### WORK REQUIRED:
Could you repeat, exactly and with no pictures, only the lines from the start of the records through the line containing "for (let i = 2;"?

### DATA FOR ANALYSIS:
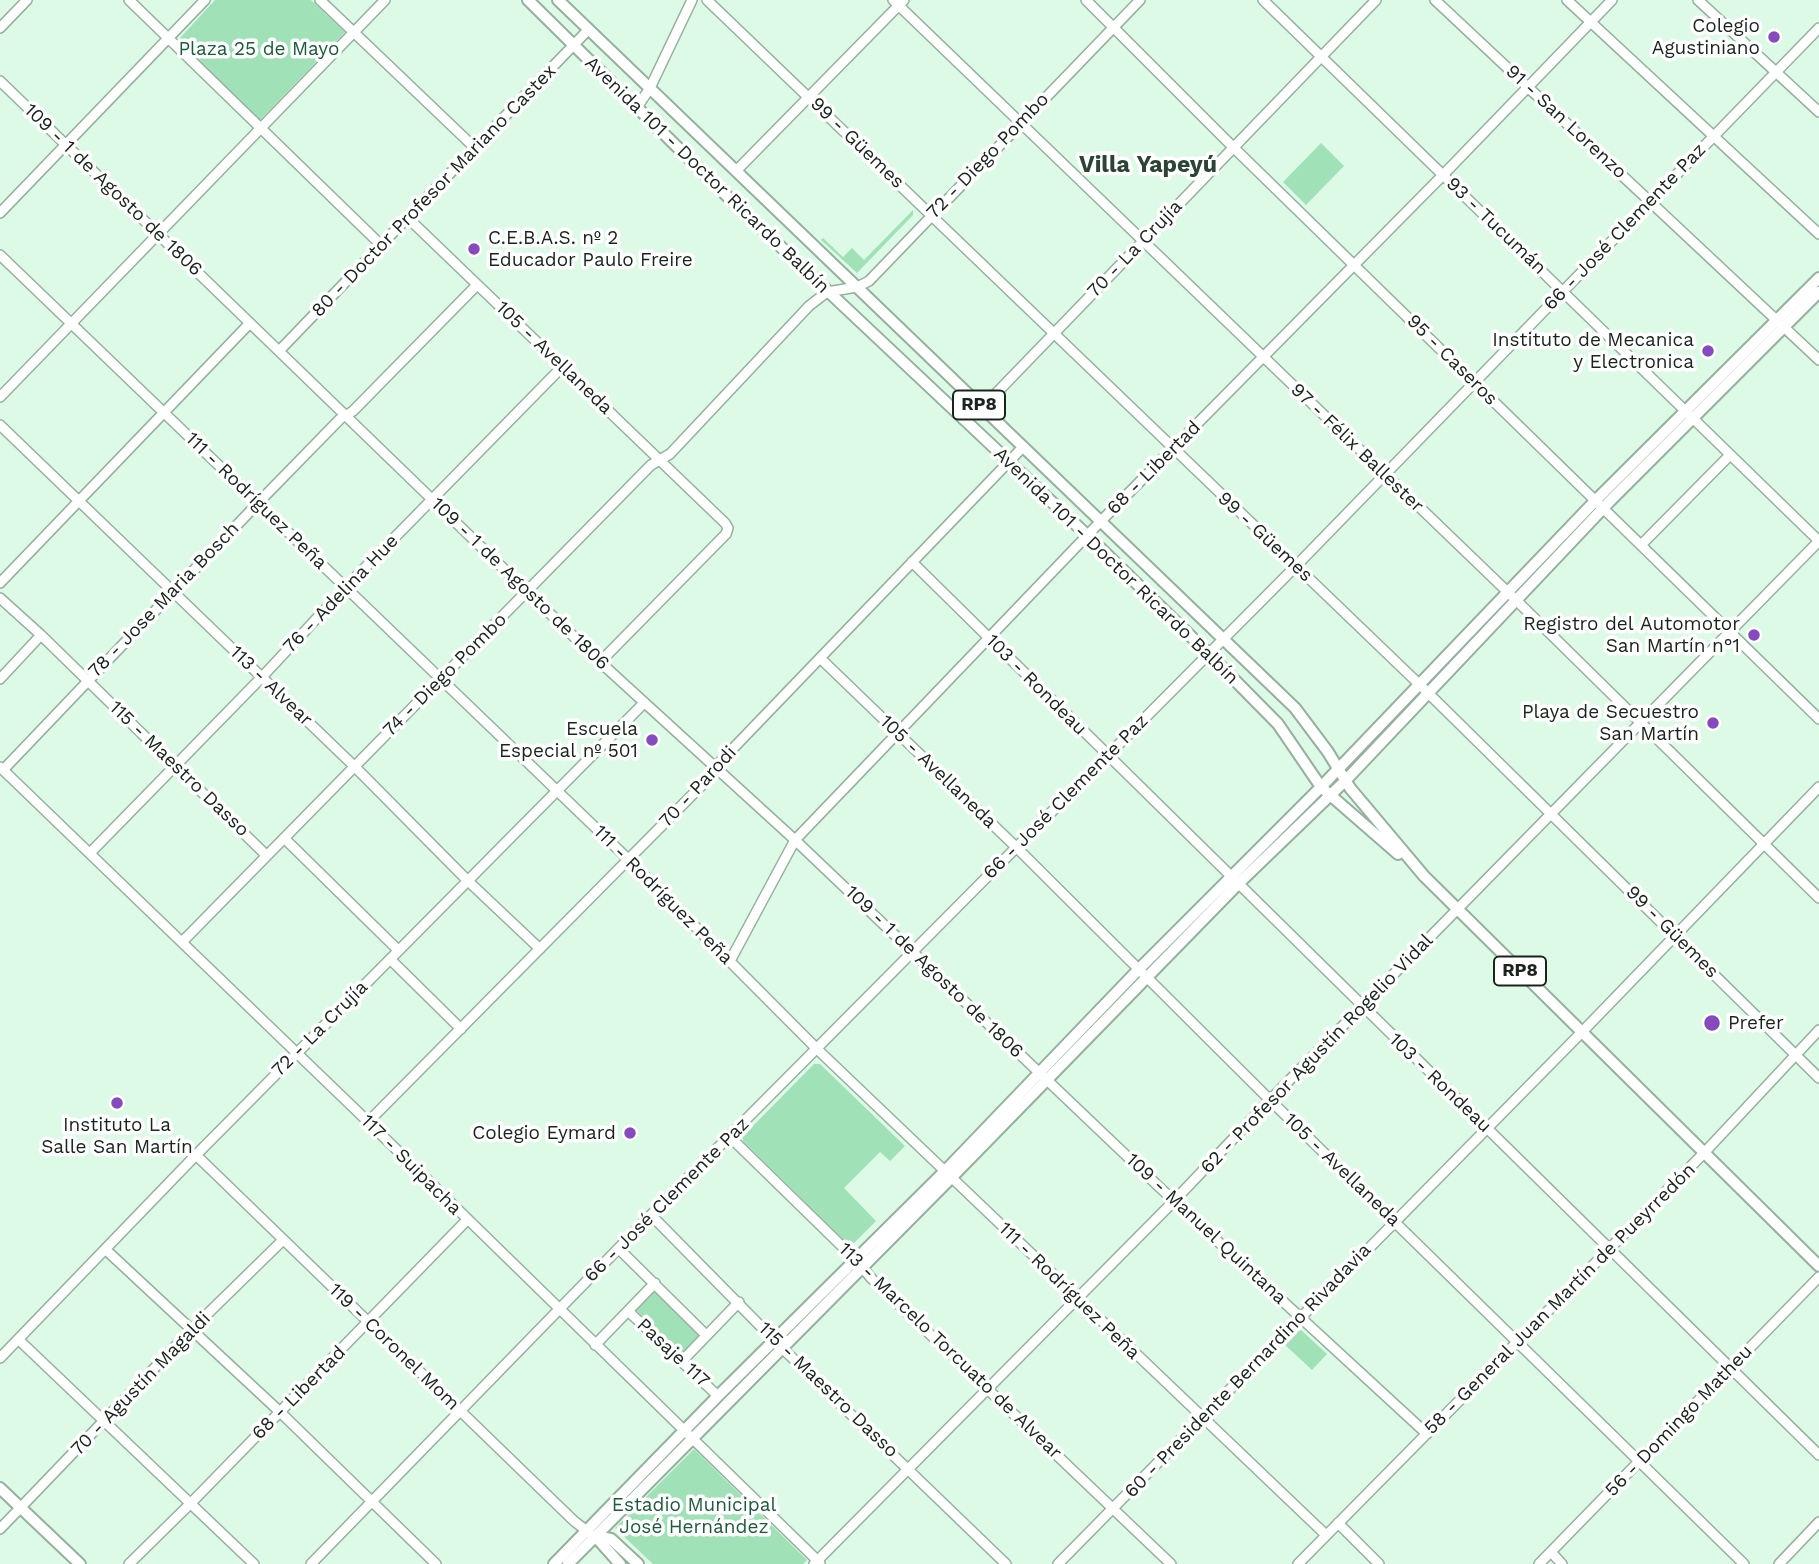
<!DOCTYPE html>
<meta charset="utf-8">
<style>
body{margin:0}
canvas{display:block;background:#ddfae6}
</style>
<canvas width="1819" height="1564"></canvas>
<script>
const c = document.querySelector('canvas').getContext('2d');
c.lineJoin = 'round';
function fillPath(path, color) {
  c.fillStyle = color;
  c.fill(path, 'evenodd');
}
function toPath(rows) {
  const path = new Path2D();
  for (const r of rows) {
    path.moveTo(r[0], r[1]);
    for (let i = 2; i < r.length; i += 2) path.lineTo(r[i], r[i + 1]);
  }
  return path;
}
function trace(path, color, width, dash) {
  c.strokeStyle = color;
  c.lineWidth = width;
  c.lineCap = dash ? 'butt' : 'round';
  c.setLineDash(dash || []);
  c.stroke(path);
}
function write(font, color, halo, rows, align = 'center') {
  c.font = font + ' "Work Sans",sans-serif';
  c.lineWidth = 7;
  c.setLineDash([]);
  c.textBaseline = 'middle';
  c.strokeStyle = halo;
  c.fillStyle = color;
  for (const [text, x, y, turn = 0] of rows) {
    c.save();
    c.translate(x, y);
    c.rotate((+turn || 0) * Math.PI / 180);
    c.textAlign = isNaN(turn) ? turn : align;
    if (halo) c.strokeText(text, 0, 0);
    c.fillText(text, 0, 0);
    c.restore();
  }
}
fillPath(toPath([
 [215,0,311,0,345,32,259,121,179,39],
 [1321,143,1344,166,1306,205,1283,182],
 [913,210,913,215,857,273,821,240,823,238,843,257,852,248,864,260],
 [814,1064,820,1064,905,1146,890,1161,880,1152,844,1188,876,1221,853,1244,848,1244,743,1141,743,1136],
 [654,1290,701,1336,682,1355,635,1309],
 [1295,1330,1301,1330,1327,1354,1312,1370,1283,1343],
 [694,1449,807,1560,803,1564,653,1564,615,1528]
]), '#a0e1b7');
const minor = toPath([
 [129,0,380,244],
 [320,0,475,148],
 [707,0,1420,685,1819,1078],
 [893,0,1517,601,1819,898],
 [1086,0,1233,147,1819,719],
 [1435,0,1819,360],
 [1567,0,1819,234],
 [1698,0,1819,112],
 [0,28,27,0],
 [0,81,600,662,795,840,1174,1201,1427,1434],
 [636,109,650,88,692,0],
 [736,171,904,0],
 [0,213,205,0],
 [408,218,725,523,728,528,726,534,600,662],
 [0,255,628,859,816,1048,1326,1535],
 [279,351,588,30],
 [0,397,385,0],
 [982,408,1376,0],
 [0,425,354,766,467,880,540,949],
 [1641,545,1730,455],
 [912,562,1819,1455],
 [0,583,250,323],
 [0,598,41,635,266,855],
 [820,658,1016,847,1270,1100,1744,1564],
 [0,679,41,635],
 [0,767,359,1113,820,1563],
 [3,770,258,503,340,419,353,411,477,285],
 [284,838,398,950],
 [90,853,262,677,346,587,563,366],
 [182,942,651,465,670,454,809,306,827,292,857,287,869,281,1140,0],
 [390,959,461,1029],
 [730,961,795,840,1101,521,1443,175,1612,0],
 [368,1122,709,778,720,762,1023,447],
 [730,1137,855,1259,872,1279,1171,1564],
 [196,1155,574,1521,591,1534],
 [651,1215,781,1347,1006,1564],
 [105,1249,279,1411,436,1564],
 [619,1249,706,1335],
 [628,1311,718,1396],
 [19,1340,254,1564],
 [595,1345,655,1283],
 [0,1358,196,1155,644,703],
 [682,1361,739,1302],
 [1338,1523,1379,1564],
 [0,1529,192,1329,283,1240],
 [1551,1552,1562,1564],
 [129,1564,191,1503,467,1220],
 [311,1564,651,1215,1296,566,1819,28],
 [814,1564,1174,1201,1270,1100,1819,541,1263,0],
 [1058,1564,1582,1032,1819,787],
 [1298,1564,1704,1153,1819,1030],
 [1539,1564,1819,1277],
 [1779,1564,1819,1522]
]);
const major = toPath([
 [528,0,729,198,1088,536,1208,653,1278,724,1321,787,1398,854],
 [558,0,1295,708,1328,752,1350,788,1424,876,1819,1266],
 [0,1488,80,1564],
 [595,1536,611,1539,638,1564],
 [595,1536,620,1564],
 [554,1564,718,1396,945,1171,1138,970,1321,787,1596,500,1819,278],
 [568,1564,952,1177,1238,884,1345,781,1610,501,1819,292]
]);
trace(minor, '#95b19e', 12);
trace(major, '#95b19e', 14);
trace(minor, '#fff', 9);
trace(major, '#fff', 10);
for (const [x, y, r, color] of [
 [1774,37,7,"#8749be"],
 [474,249,7,"#8749be"],
 [1708,351,7,"#8749be"],
 [1754,635,7,"#8749be"],
 [1713,723,7,"#8749be"],
 [652,740,7,"#8749be"],
 [1712,1023,9,"#8749be"],
 [117,1103,7,"#8749be"],
 [630,1133,7,"#8749be"]
]) {
  const dot = new Path2D();
  dot.arc(x, y, r, 0, 2 * Math.PI);
  c.fillStyle = color;
  c.fill(dot);
  trace(dot, '#fff', 2.5);
}
for (const [x, y, w] of [
 [979,405,52],
 [1520,971,52]
]) {
  const box = new Path2D();
  box.roundRect(x - w / 2, y - 14.5, w, 29, 5);
  c.fillStyle = '#fff';
  c.fill(box);
  trace(box, '#19241d', 2);
}
write('bold 18px', '#19241d', null, [
 ["RP8",979,405],
 ["RP8",1520,971]
]);
write('19px', '#19241d', '#fff', [
 ["Colegio",1760,26],
 ["Agustiniano",1760,48],
 ["C.E.B.A.S. nº 2",488,238,"left"],
 ["Educador Paulo Freire",488,260,"left"],
 ["Instituto de Mecanica",1694,340],
 ["y Electronica",1694,362],
 ["Registro del Automotor",1740,624],
 ["San Martín n°1",1740,646],
 ["Playa de Secuestro",1699,712],
 ["San Martín",1699,734],
 ["Escuela",638,729],
 ["Especial nº 501",638,751],
 ["Prefer",1728,1023,"left"],
 ["Instituto La",117,1125,"center"],
 ["Salle San Martín",117,1147,"center"],
 ["Colegio Eymard",616,1133]
], 'right');
write('19px', '#1a5c39', '#fff', [
 ["Plaza 25 de Mayo",259,49],
 ["Estadio Municipal",694,1505],
 ["José Hernández",694,1527]
]);
write('19px', '#19241d', '#fff', [
 ["91 - San Lorenzo",1566,122,43],
 ["99 - Güemes",857,143,44],
 ["72 - Diego Pombo",988,156,-46],
 ["Avenida 101 - Doctor Ricardo Balbín",707,175,44],
 ["109 - 1 de Agosto de 1806",113,190,44],
 ["80 - Doctor Profesor Mariano Castex",434,191,-46],
 ["93 - Tucumán",1496,226,44],
 ["66 - José Clemente Paz",1625,227,-46],
 ["70 - La Crujía",1135,249,-46],
 ["105 - Avellaneda",554,358,44],
 ["95 - Caseros",1452,360,45],
 ["97 - Félix Ballester",1357,448,44],
 ["68 - Libertad",1154,468,-45],
 ["111 - Rodríguez Peña",256,501,44],
 ["99 - Güemes",1265,537,43],
 ["Avenida 101 - Doctor Ricardo Balbín",1116,566,44],
 ["109 - 1 de Agosto de 1806",520,584,44],
 ["76 - Adelina Hue",341,594,-46],
 ["78 - Jose Maria Bosch",164,600,-46],
 ["74 - Diego Pombo",445,675,-45],
 ["103 - Rondeau",1036,685,45],
 ["113 - Alvear",271,686,44],
 ["115 - Maestro Dasso",179,769,44],
 ["105 - Avellaneda",938,772,44],
 ["70 - Parodi",698,787,-47],
 ["66 - José Clemente Paz",1066,797,-45],
 ["111 - Rodríguez Peña",663,895,45],
 ["99 - Güemes",1672,932,45],
 ["109 - 1 de Agosto de 1806",934,972,44],
 ["72 - La Crujía",320,1029,-45],
 ["62 - Profesor Agustín Rogelio Vidal",1317,1054,-46],
 ["103 - Rondeau",1440,1083,44],
 ["117 - Suipacha",411,1165,45],
 ["105 - Avellaneda",1342,1170,44],
 ["66 - José Clemente Paz",667,1200,-45],
 ["109 - Manuel Quintana",1206,1229,43],
 ["111 - Rodríguez Peña",1069,1291,44],
 ["58 - General Juan Martín de Pueyrredón",1560,1299,-45],
 ["119 - Coronel Mom",394,1347,44],
 ["113 - Marcelo Torcuato de Alvear",950,1351,44],
 ["Pasaje 117",673,1353,43],
 ["60 - Presidente Bernardino Rivadavia",1248,1371,-46],
 ["70 - Agustín Magaldi",141,1384,-46],
 ["115 - Maestro Dasso",828,1390,44],
 ["68 - Libertad",299,1393,-45],
 ["56 - Domingo Matheu",1679,1421,-46]
]);
write('bold 23px', '#2c4435', '#fff', [
 ["Villa Yapeyú",1148,165]
]);
</script>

### ANSWER AREA:
<!DOCTYPE html>
<meta charset="utf-8">
<style>
body{margin:0}
canvas{display:block;background:#ddfae6}
</style>
<canvas width="1819" height="1564"></canvas>
<script>
const c = document.querySelector('canvas').getContext('2d');
c.lineJoin = 'round';
function fillPath(path, color) {
  c.fillStyle = color;
  c.fill(path, 'evenodd');
}
function toPath(rows) {
  const path = new Path2D();
  for (const r of rows) {
    path.moveTo(r[0], r[1]);
    for (let i = 2; i < r.length; i += 2) path.lineTo(r[i], r[i + 1]);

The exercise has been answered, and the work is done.